What is a typical dose?

  • Meth can be swallowed, snorted, smoked, or injected. Meth is very bioavailable (can easily cross into the bloodstream) with all of these routes of administration, so the dosage ranges are similar for each of them.

  • A light dose is around 5-10 mg, a common dose is around 10-30 mg, and a strong dose is 30-40 mg.

  • Of these, oral administration is by far the least risky and has the slowest onset.

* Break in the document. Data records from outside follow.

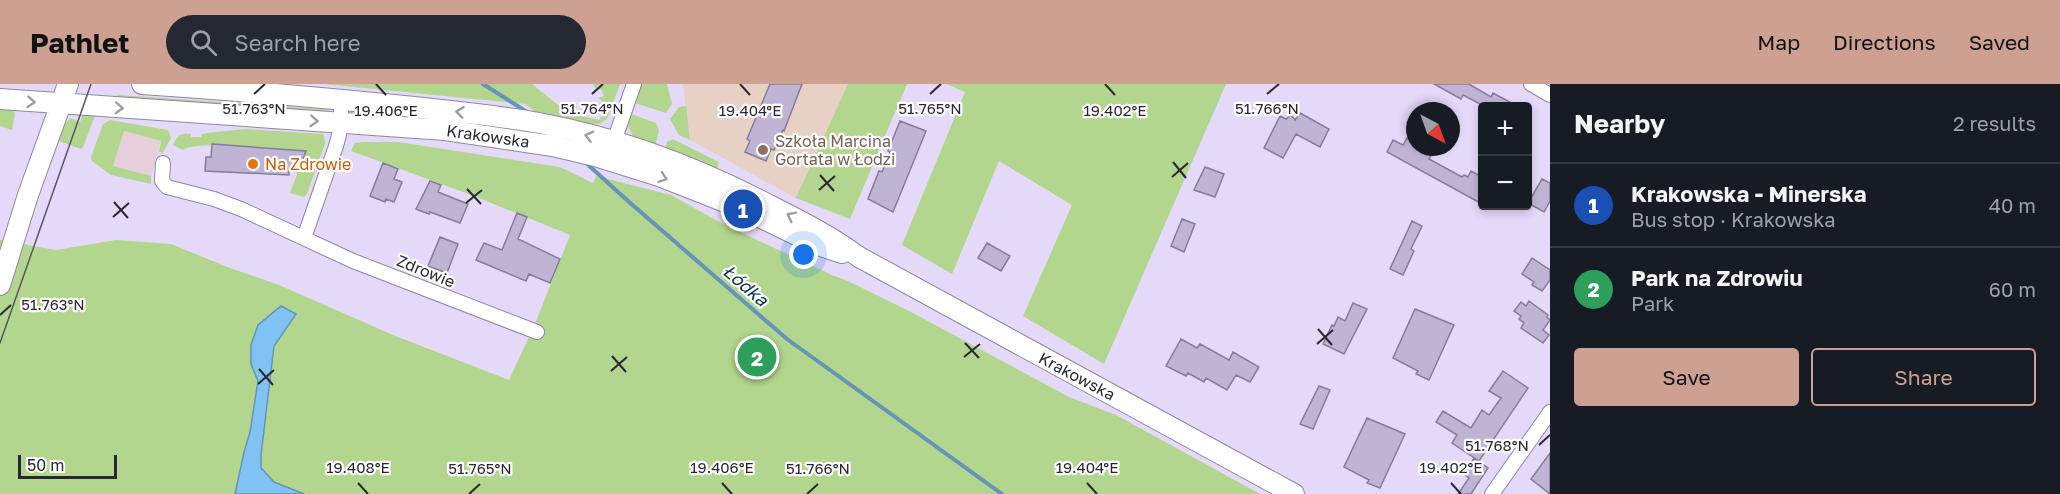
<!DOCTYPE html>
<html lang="en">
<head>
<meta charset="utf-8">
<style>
  :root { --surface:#171b24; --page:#242831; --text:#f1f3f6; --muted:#9ea1a6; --line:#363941; --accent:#cda092 }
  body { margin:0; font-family:"Golos Text",sans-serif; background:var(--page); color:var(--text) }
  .controls { position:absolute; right:18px; top:18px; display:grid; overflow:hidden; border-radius:6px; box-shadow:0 3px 9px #0003 }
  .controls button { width:54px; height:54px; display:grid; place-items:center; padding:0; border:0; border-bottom:2px solid var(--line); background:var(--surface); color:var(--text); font:30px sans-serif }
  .compass { position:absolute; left:1406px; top:18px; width:54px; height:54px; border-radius:50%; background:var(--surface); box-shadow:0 3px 9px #0003; rotate:139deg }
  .scale { position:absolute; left:18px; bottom:15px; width:99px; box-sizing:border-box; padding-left:6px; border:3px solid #2a2632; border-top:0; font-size:16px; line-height:21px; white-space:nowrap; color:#2a2632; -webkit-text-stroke:4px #fff; paint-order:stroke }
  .you { position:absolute; left:804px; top:171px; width:21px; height:21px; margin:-15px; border:4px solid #fff; border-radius:50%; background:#1a73e8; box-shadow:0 0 0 9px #1a73e833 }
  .badge { display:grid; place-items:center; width:39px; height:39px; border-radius:50%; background:var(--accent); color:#fff; font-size:20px; font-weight:700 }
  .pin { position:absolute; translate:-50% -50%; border:3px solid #fff; box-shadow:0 2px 6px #0006 }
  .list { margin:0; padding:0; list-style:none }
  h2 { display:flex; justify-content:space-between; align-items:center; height:78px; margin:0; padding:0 24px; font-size:26px }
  h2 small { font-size:20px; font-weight:400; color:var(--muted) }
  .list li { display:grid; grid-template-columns:39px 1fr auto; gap:18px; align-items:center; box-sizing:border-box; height:84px; padding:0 24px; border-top:2px solid var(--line) }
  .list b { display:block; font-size:22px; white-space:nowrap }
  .list p { margin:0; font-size:20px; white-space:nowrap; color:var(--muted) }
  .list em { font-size:20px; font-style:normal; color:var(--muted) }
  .actions { display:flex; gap:12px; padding:18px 24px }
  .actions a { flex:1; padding:14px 0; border:2px solid var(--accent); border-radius:6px; text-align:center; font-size:21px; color:var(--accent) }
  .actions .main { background:var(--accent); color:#111 }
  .icon { flex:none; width:33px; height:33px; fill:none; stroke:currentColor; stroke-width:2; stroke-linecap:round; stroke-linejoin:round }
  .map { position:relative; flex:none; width:1550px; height:410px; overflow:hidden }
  header { display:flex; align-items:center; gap:36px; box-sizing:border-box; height:84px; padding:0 30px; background:var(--accent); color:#111 }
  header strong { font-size:28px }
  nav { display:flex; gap:33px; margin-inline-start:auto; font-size:21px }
  .search { width:420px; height:54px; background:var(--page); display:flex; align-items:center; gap:15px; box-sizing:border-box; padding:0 21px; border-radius:33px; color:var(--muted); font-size:22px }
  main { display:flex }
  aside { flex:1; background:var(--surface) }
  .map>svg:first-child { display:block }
  .industrial { fill:#e6cfda }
  .education { fill:#e7d1c4 }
  .green { fill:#b2d68d }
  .water { fill:#7fc2f3; stroke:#6693b9; stroke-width:1.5 }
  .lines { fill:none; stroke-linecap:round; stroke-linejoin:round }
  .stream { stroke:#6693b9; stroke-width:4 }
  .building { fill:#bfb4d3; stroke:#867c99; stroke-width:1.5 }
  .minor-casing { stroke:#9086a3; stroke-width:16 }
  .secondary-casing { stroke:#9086a3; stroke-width:22 }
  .minor { stroke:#fff; stroke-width:14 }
  .secondary { stroke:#fff; stroke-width:20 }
  .tram { stroke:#5a5465; stroke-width:1.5 }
  .oneway { stroke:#9f9da3 }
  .ticks { fill:none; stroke:#2a2632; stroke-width:2 }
  .education-dot { fill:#8d6e63; stroke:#fff; stroke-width:2 }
  .food-dot { fill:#e8710a; stroke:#fff; stroke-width:2 }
  .labels { text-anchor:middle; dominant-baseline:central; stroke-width:4.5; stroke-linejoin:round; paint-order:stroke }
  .street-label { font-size:16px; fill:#2a2632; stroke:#fff }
  .education-label { font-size:16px; fill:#785e54; stroke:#fff; text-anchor:start }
  .food-label { font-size:16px; fill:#c56008; stroke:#fff; text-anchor:start }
  .water-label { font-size:18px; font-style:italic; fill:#0d334c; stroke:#fff }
  .ticks-label { font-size:15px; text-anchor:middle; fill:#2a2632; stroke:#fff; stroke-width:4.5; stroke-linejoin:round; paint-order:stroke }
</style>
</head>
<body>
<header>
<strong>Pathlet</strong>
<div class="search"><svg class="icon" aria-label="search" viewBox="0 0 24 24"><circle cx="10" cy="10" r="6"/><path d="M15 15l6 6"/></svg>Search here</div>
<nav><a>Map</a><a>Directions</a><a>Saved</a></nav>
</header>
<main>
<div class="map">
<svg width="1550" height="410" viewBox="0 0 1550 410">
  <rect width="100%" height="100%" fill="#e5d9fa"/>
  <!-- industrial -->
  <path class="industrial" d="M124 47 161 57 151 92 113 82Z"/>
  <!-- education -->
  <path class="education" d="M683 0H849L796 114 690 56Z"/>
  <!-- green -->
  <path class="green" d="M324 0H532L568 29 599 36 606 25 612 23 607 35 599 40H591L535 27 525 20Z
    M593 0H620L613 19 608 21 605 20 598 14 604 12 601 5 596 6Z
    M642 0H667L672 20 666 29 635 19Z
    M848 0H907L850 135 796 114Z
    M946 0H1226L1104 280 1023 232 1072 121 999 77 952 190 902 161 965 8Z
    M118 11 321 25 327 26 329 29 116 16Z
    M686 22 690 56 679 51 670 35 679 23Z
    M0 24 12 25 15 30 12 46 0 42Z
    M357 27C437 32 518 40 595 61L594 63 352 31Z
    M84 28 96 29 83 63 81 65 56 56 61 45 70 34 80 38Z
    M631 30 656 39 659 46 655 64 634 54 628 42Z
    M110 36 168 46 171 54 163 69 159 68 161 57 124 47 113 82 151 92V100L111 91 92 77 91 73 103 40Z
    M246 45 322 50 324 51 325 60 307 110 304 113 290 109 306 67C284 66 196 55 183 66L173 61C178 51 180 48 191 50V53H201L202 50 207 49Z
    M673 55 719 78 717 85 665 67 667 58Z
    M363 58H398L560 83 593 99 596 92 671 111 721 139 832 191 848 197 911 228 1069 313 1116 331 1260 410H0V156L56 166 116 156 171 160 230 184 279 201 393 251 509 296 535 240 570 151 474 112 351 67 355 59Z"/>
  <!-- water -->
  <path class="water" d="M281 222 296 230 274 262 261 371V384L274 398 304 410H235L244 368 250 348 258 297 251 280V261L258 241Z"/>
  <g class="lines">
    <!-- stream -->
    <path class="stream" d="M483 0 530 30
      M585 78 628 117 787 255 1002 410"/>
  </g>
  <!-- building -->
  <path class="building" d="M770 0H802L784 47 783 46 774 66 771 65 766 77 745 68 750 57 747 55Z
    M1434 0H1469L1491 13 1493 9 1517 22H1484L1463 11 1461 15Z
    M1300 29 1329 45 1320 63 1296 50 1283 74 1264 64 1280 32 1286 35 1291 31 1295 36Z
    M900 37 926 47 893 128 868 115 879 87 882 88 890 68 888 67Z
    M1407 54 1415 58V63H1436L1429 75 1462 93 1464 91 1468 93 1471 87 1482 93V120L1387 68 1393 56 1403 61Z
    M212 60 306 67 298 88 289 87V91L205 87 206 73H211Z
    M383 79 398 85 394 95 402 98 394 118 386 115 385 118 370 112Z
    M1205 83 1224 90 1215 113 1194 106Z
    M1542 95 1550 99V117L1544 128 1528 119Z
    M430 97 441 101 438 108 468 120 460 139 430 128 429 130 416 125Z
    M517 129 527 133 518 155 560 175 550 199 529 190 526 197 476 176 484 159 502 166Z
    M1182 135 1195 140 1184 168 1171 162Z
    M1412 137 1422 142 1411 165 1414 167 1403 191 1390 185Z
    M440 153 458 160 447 189 428 182Z
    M987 159 1010 172 1001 187 978 174Z
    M1532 174 1550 186V196L1542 207 1532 201 1534 198 1522 190Z
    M1529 217 1548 231 1547 233 1550 236 1543 246 1549 251 1543 259 1521 244 1524 239 1519 235 1521 232 1514 227 1521 218 1526 222Z
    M1353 219 1367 225 1344 270 1323 260 1332 241 1334 242 1338 233 1345 237Z
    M1415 225 1454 241 1429 296 1416 290 1418 287 1393 274Z
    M1181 255 1197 264 1200 260 1229 276 1233 268 1259 283 1250 298 1236 291 1227 306 1206 294 1204 298 1188 289 1186 292 1166 282Z
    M1503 287 1528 304 1479 377 1452 359 1457 351 1436 338 1443 327 1471 344 1482 326 1489 331 1501 314 1489 307Z
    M1319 302 1330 306 1313 345 1300 340Z
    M1367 334 1405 350 1380 404 1367 399 1369 396 1344 383Z
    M1550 369V410L1531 395Z
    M1474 374 1488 384 1471 410H1458L1469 394 1464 390Z"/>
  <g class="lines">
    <!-- minor casing -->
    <g class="minor-casing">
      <path id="minor" d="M1531 0 1550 11
        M611 66 634 0
        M163 79 162 97 167 103 214 115 241 125 353 177 537 248
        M304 154 336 62 339 51 342 15
        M1492 410 1550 328"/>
    </g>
    <!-- secondary casing -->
    <g class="secondary-casing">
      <path id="secondary" d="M142 0C230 6 317 13 404 22 449 27 495 31 539 39 620 54 701 85 773 123 803 138 832 153 859 173L1294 410
        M0 15 445 46 553 62 595 72 659 92 743 125 815 160 842 169
        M0 201 28 111 68 0"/>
    </g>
    <!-- minor -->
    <use href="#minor" class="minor"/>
    <!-- secondary -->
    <use href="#secondary" class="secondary"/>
    <!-- tram -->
    <path class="tram" d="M0 259 91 0"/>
  </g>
  <!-- one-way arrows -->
  <defs><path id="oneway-chevron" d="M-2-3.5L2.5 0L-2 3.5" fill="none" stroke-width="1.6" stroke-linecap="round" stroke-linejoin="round" transform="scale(1.5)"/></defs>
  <g class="oneway">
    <use href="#oneway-chevron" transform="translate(31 18) rotate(4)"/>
    <use href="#oneway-chevron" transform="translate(119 24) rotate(3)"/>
    <use href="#oneway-chevron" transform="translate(460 28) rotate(-173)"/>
    <use href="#oneway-chevron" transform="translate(314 37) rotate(4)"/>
    <use href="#oneway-chevron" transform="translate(589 52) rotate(-165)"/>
    <use href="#oneway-chevron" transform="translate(663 94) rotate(19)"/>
    <use href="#oneway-chevron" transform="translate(791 132) rotate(-153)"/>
  </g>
  <!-- ticks -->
  <path class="ticks" d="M376 0 386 11M740 0 750 11M1105 0 1115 11M254 10 265 0M592 10 603 0M930 10 941 0M1267 10 1279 0M1173 78 1186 94M820 91 834 107M1172 93 1188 79M467 105 481 120M819 106 835 92M114 118 128 134M466 119 482 106M113 133 129 119M0 231 11 221M1318 245 1332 261M965 259 979 274M1317 260 1333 246M612 272 626 288M964 273 980 260M259 285 273 301M611 287 627 273M258 300 274 286M1539 361 1550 351M358 399 368 410M722 399 732 410M1087 399 1097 410M1451 399 1461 410M469 410 480 400M807 410 818 400"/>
  <!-- markers -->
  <circle class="education-dot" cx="763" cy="66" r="6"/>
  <circle class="food-dot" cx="253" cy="80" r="6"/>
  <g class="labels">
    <!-- street labels -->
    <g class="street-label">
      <text transform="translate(488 52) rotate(8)">Krakowska</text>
      <text transform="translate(426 187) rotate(22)">Zdrowie</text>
      <text transform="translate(1077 292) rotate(28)">Krakowska</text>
    </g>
    <!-- education labels -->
    <g class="education-label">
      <text x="775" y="57">Szkoła Marcina<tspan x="775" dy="18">Gortata w Łodzi</tspan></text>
    </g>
    <!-- food labels -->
    <g class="food-label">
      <text x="265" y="80">Na Zdrowie</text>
    </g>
    <!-- water labels -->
    <g class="water-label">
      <text transform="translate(746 201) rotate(41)">Łódka</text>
    </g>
  </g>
  <g class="ticks-label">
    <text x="254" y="30">51.763°N</text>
    <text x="592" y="30">51.764°N</text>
    <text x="930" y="30">51.765°N</text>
    <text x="1267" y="30">51.766°N</text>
    <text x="386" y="32">19.406°E</text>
    <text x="750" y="32">19.404°E</text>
    <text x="1115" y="32">19.402°E</text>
    <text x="53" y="226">51.763°N</text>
    <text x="1497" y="367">51.768°N</text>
    <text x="358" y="389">19.408°E</text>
    <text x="722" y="389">19.406°E</text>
    <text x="1087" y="389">19.404°E</text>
    <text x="1451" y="389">19.402°E</text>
    <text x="480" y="390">51.765°N</text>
    <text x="818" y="390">51.766°N</text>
  </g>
</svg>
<div class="controls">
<button>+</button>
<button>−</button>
</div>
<svg class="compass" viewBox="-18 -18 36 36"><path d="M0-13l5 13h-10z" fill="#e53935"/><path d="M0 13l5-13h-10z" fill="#9ea1a6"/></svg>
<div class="scale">50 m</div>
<div class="you"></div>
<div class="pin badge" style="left:743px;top:125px;background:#1a4fb4">1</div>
<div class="pin badge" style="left:757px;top:273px;background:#2e9e5b">2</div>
</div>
<aside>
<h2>Nearby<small>2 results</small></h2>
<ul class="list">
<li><span class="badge" style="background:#1a4fb4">1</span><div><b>Krakowska - Minerska</b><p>Bus stop · Krakowska</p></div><em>40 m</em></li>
<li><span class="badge" style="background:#2e9e5b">2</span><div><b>Park na Zdrowiu</b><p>Park</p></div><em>60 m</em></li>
</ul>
<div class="actions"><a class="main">Save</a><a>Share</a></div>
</aside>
</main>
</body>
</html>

Many people prefer it due to its smoothness and duration.

  • The onset time of each route of administration impacts the intensity of the rush. In order of onset: oral, rectal, snorted, (IV) injected, smoked.

  • Smoking meth has the shortest duration of about 2 to 6 hours, while taking meth orally has the longest duration of about 7 to 12 hours. These durations can be longer for people who don’t use it regularly.


Be careful!

  • Coming down from meth can make you feel lethargic, anxious, and depressed, which can lead to compulsive redosing.

  • Many people enter into patterns of multi-day binge use in an attempt to obtain meth’s euphoric rush. The risk of binging is drastically increased with shorter-acting and more intense routes of administration like smoking, injecting, or hot railing.

  • Chronic, high-dose meth use can damage dopamine neurons, resulting in Parkinson’s-like symptoms such as twitching, stuttering, and muscle spasms.

  • Meth is very long lasting, which can make it difficult or impossible to sleep. Sleep deprivation can have serious negative impacts on physical and mental health. Psychosis and paranoid delusions are a common consequence of anyone being awake for three or more days or chronically sleep deprived, regardless of whether they’re on drugs.


More harm reduction tips

  • Many of the stereotypical meth-related consequences like “meth mouth” are actually a product of dry mouth and poor oral hygiene, although smoking meth can cause enamel decay.

  • Injecting methamphetamine reaches the brain almost immediately, increasing the risk of overdose (“overamping”). Overamping can cause dangerous spikes in heart rate and blood pressure, sometimes leading to cardiac arrest, overheating, or arrhythmia.

  • People who suffer from depression and lack of energy, or who have very demanding high-stress lives, may be more vulnerable to developing a problematic relationship with meth.